Saved data entries:
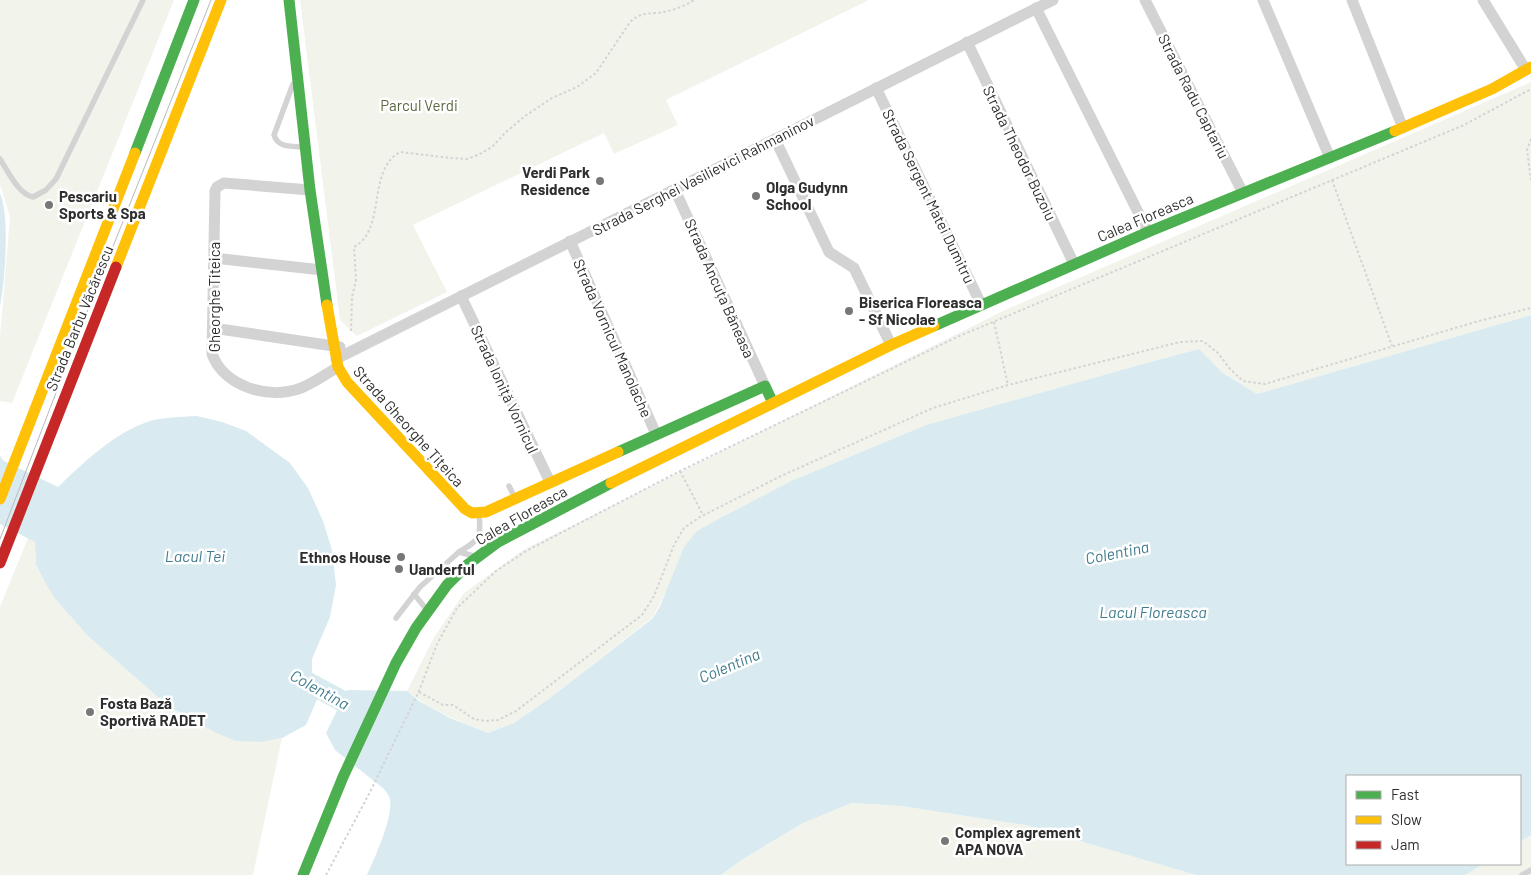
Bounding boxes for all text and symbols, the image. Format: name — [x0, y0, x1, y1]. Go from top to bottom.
street label: Strada Radu Captariu — [1155, 31, 1233, 161]
street label: Strada Theodor Buzoiu — [980, 83, 1060, 223]
park label: Parcul Verdi — [380, 96, 458, 114]
street label: Strada Sergent Matei Dumitru — [879, 106, 979, 286]
street label: Strada Serghei Vasilievici Rahmaninov — [589, 111, 817, 239]
place label: Verdi Park Residence — [520, 163, 590, 198]
marker: Verdi Park Residence — [594, 175, 606, 187]
place label: Olga Gudynn School — [766, 178, 848, 213]
place label: Pescariu Sports & Spa — [59, 187, 146, 222]
street label: Calea Floreasca — [1094, 189, 1196, 245]
marker: Olga Gudynn School — [750, 190, 762, 202]
marker: Pescariu Sports & Spa — [43, 199, 55, 211]
street label: Strada Ancuța Băneasa — [681, 216, 759, 360]
street label: Gheorghe Titeica — [205, 242, 223, 352]
street label: Strada Barbu Văcărescu — [42, 243, 116, 393]
street label: Strada Vornicul Manolache — [570, 256, 656, 420]
place label: Biserica Floreasca - Sf Nicolae — [859, 293, 982, 328]
marker: Biserica Floreasca - Sf Nicolae — [843, 305, 855, 317]
street label: Strada Ioniță Vornicul — [467, 322, 543, 456]
street label: Strada Gheorghe Țițeica — [350, 362, 468, 490]
street label: Calea Floreasca — [472, 482, 570, 548]
water label: Colentina — [1084, 537, 1150, 567]
water label: Lacul Tei — [165, 546, 225, 565]
place label: Ethnos House — [300, 548, 391, 566]
marker: Ethnos House — [395, 551, 407, 563]
place label: Uanderful — [409, 560, 475, 578]
marker: Uanderful — [393, 563, 405, 575]
water label: Lacul Floreasca — [1099, 602, 1207, 621]
water label: Colentina — [696, 644, 762, 686]
water label: Colentina — [287, 665, 353, 713]
place label: Fosta Bază Sportivă RADET — [100, 694, 206, 729]
marker: Fosta Bază Sportivă RADET — [84, 706, 96, 718]
legend — [1346, 775, 1521, 865]
text: Fast — [1391, 785, 1419, 803]
text: Slow — [1391, 810, 1422, 828]
place label: Complex agrement APA NOVA — [955, 823, 1081, 858]
marker: Complex agrement APA NOVA — [939, 835, 951, 847]
text: Jam — [1391, 835, 1420, 853]

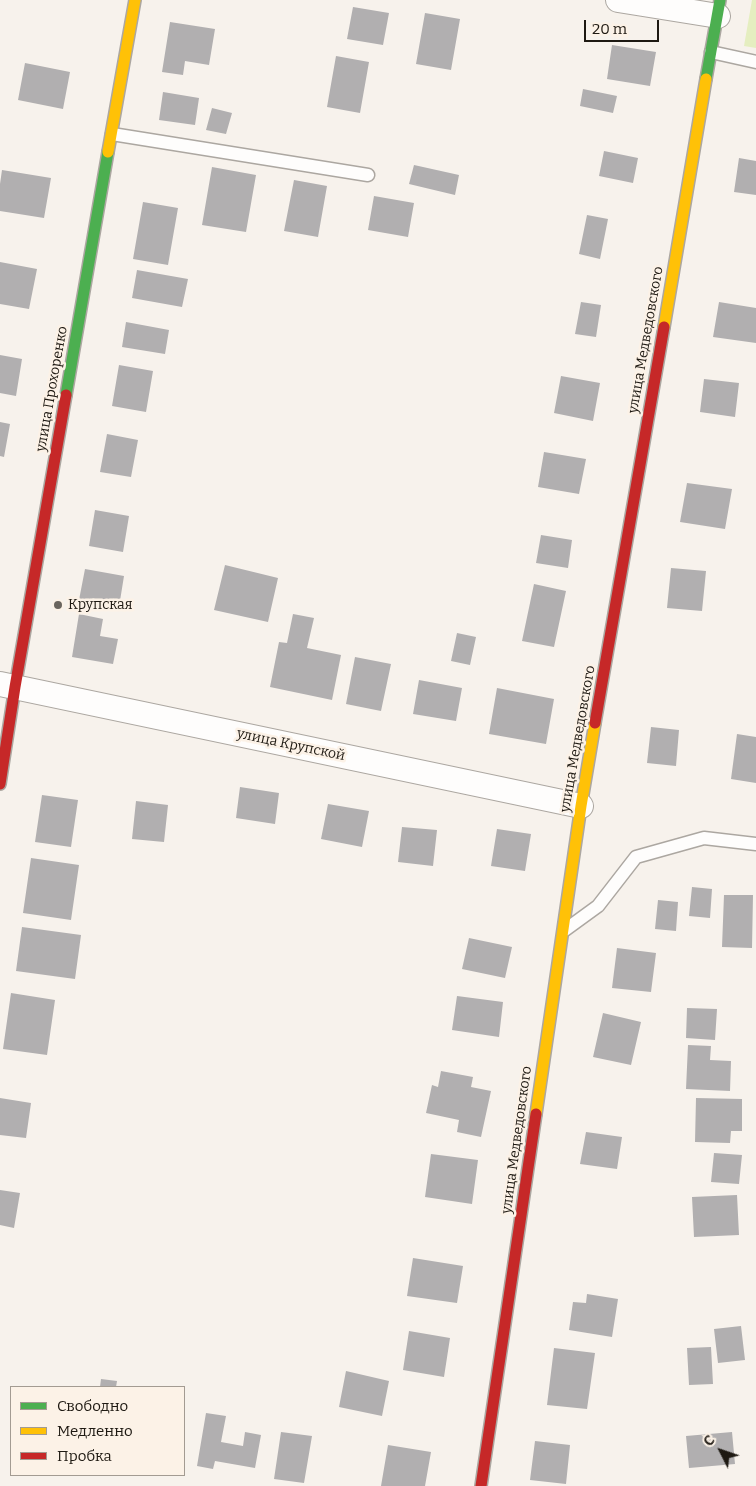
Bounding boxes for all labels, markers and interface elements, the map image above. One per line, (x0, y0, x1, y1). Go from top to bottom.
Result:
scale bar (586, 10, 661, 42)
text: 20 m (592, 20, 627, 38)
street label: улица Медведовского (625, 265, 667, 415)
street label: улица Прохоренко (33, 325, 71, 453)
place label: Крупская (68, 597, 132, 613)
marker: Крупская (52, 599, 64, 611)
street label: улица Медведовского (557, 664, 599, 814)
street label: улица Крупской (235, 725, 347, 765)
street label: улица Медведовского (498, 1065, 536, 1215)
legend (10, 1386, 185, 1476)
text: Свободно (57, 1397, 128, 1415)
text: Медленно (57, 1422, 133, 1440)
north arrow (696, 1426, 746, 1476)
text: С (700, 1432, 719, 1450)
text: Пробка (57, 1447, 112, 1465)

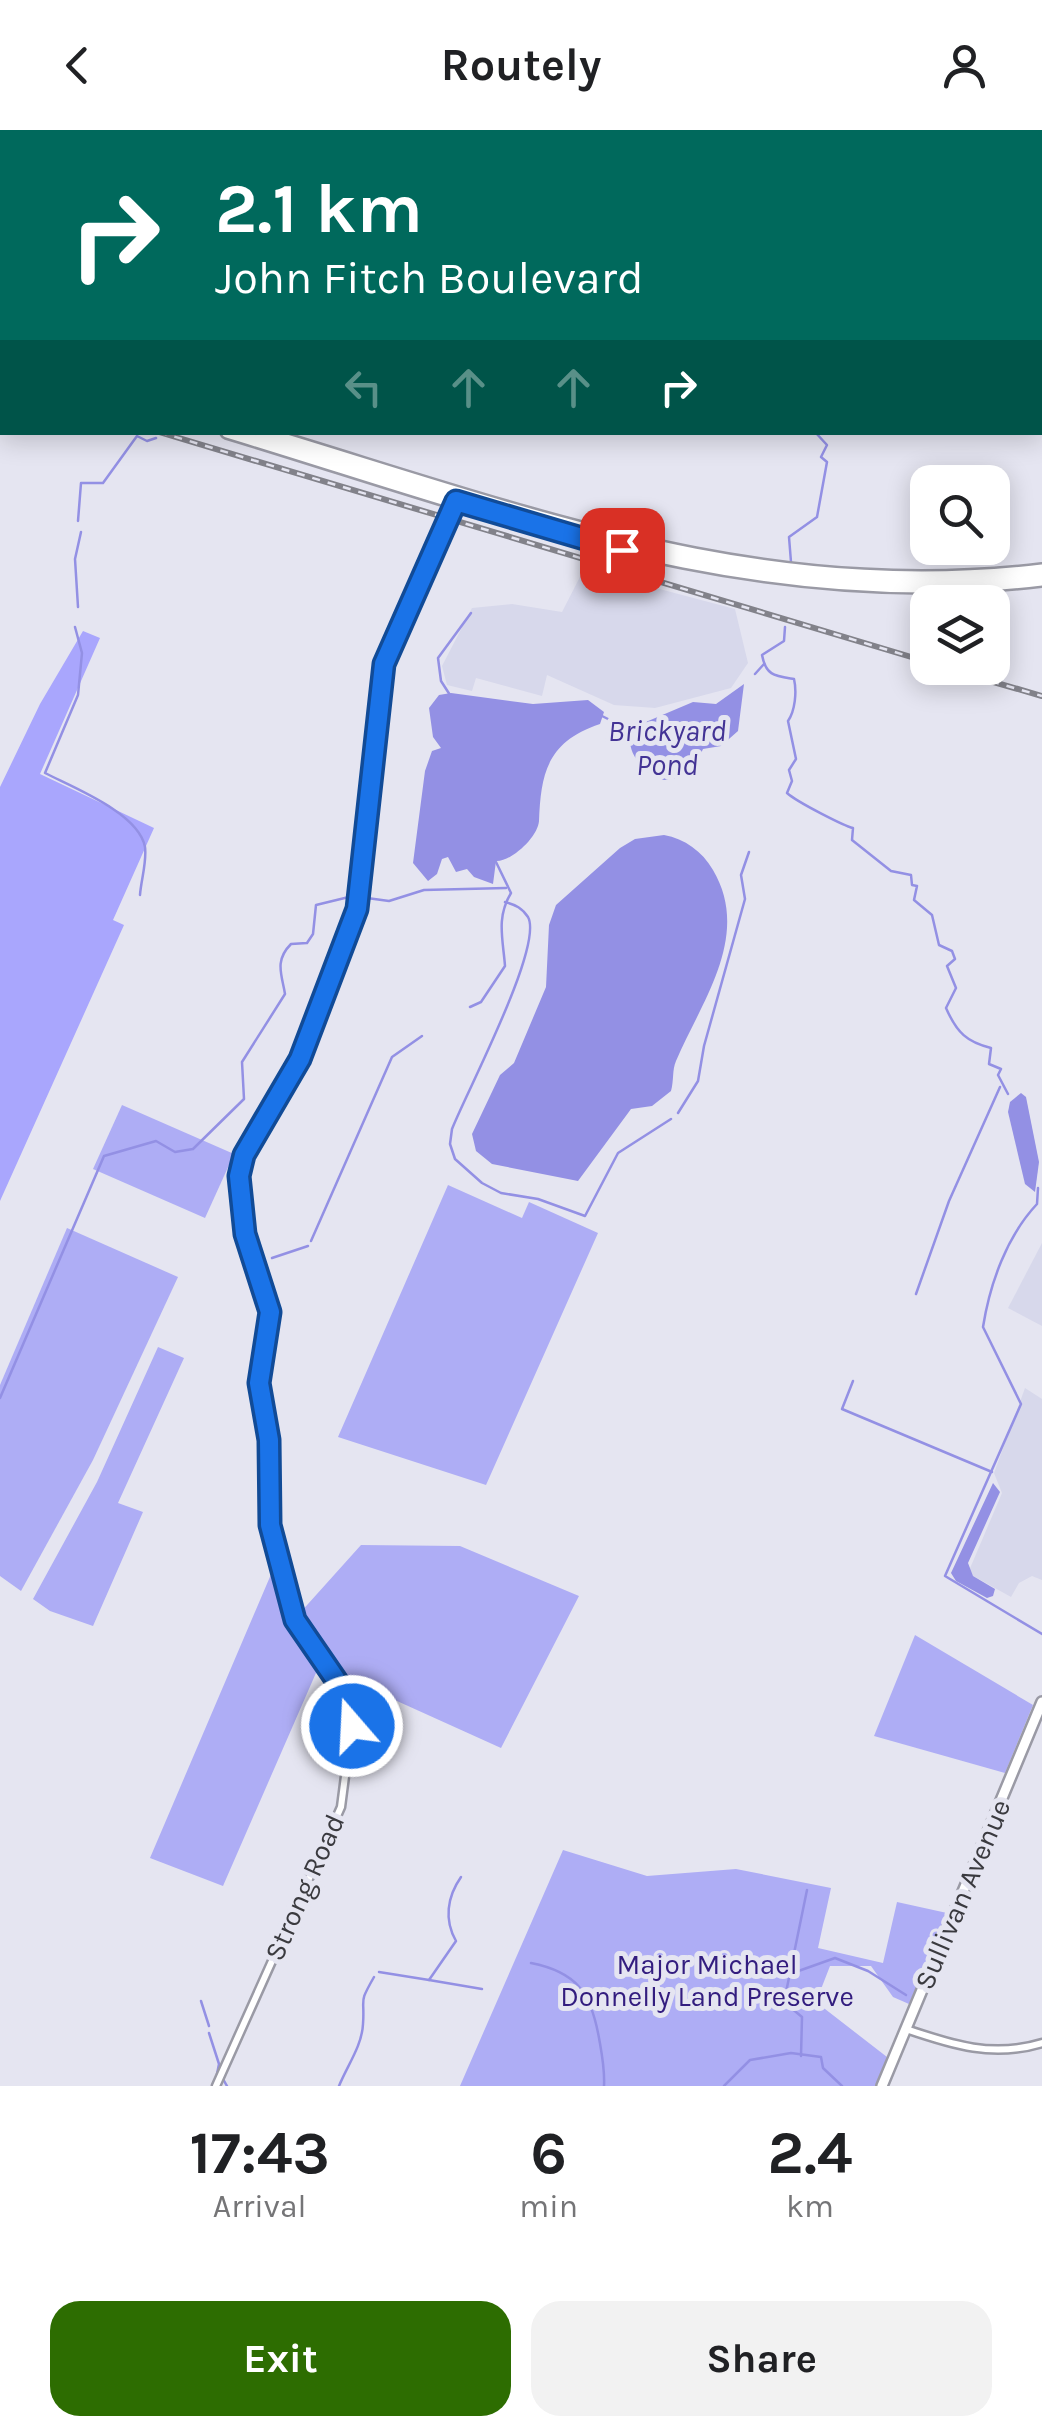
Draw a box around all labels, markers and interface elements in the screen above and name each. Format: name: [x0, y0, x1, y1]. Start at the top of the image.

* **Work to complete**
Lines with the word "labels": how many appear in the data? State only the number.

* **Exercise response**
2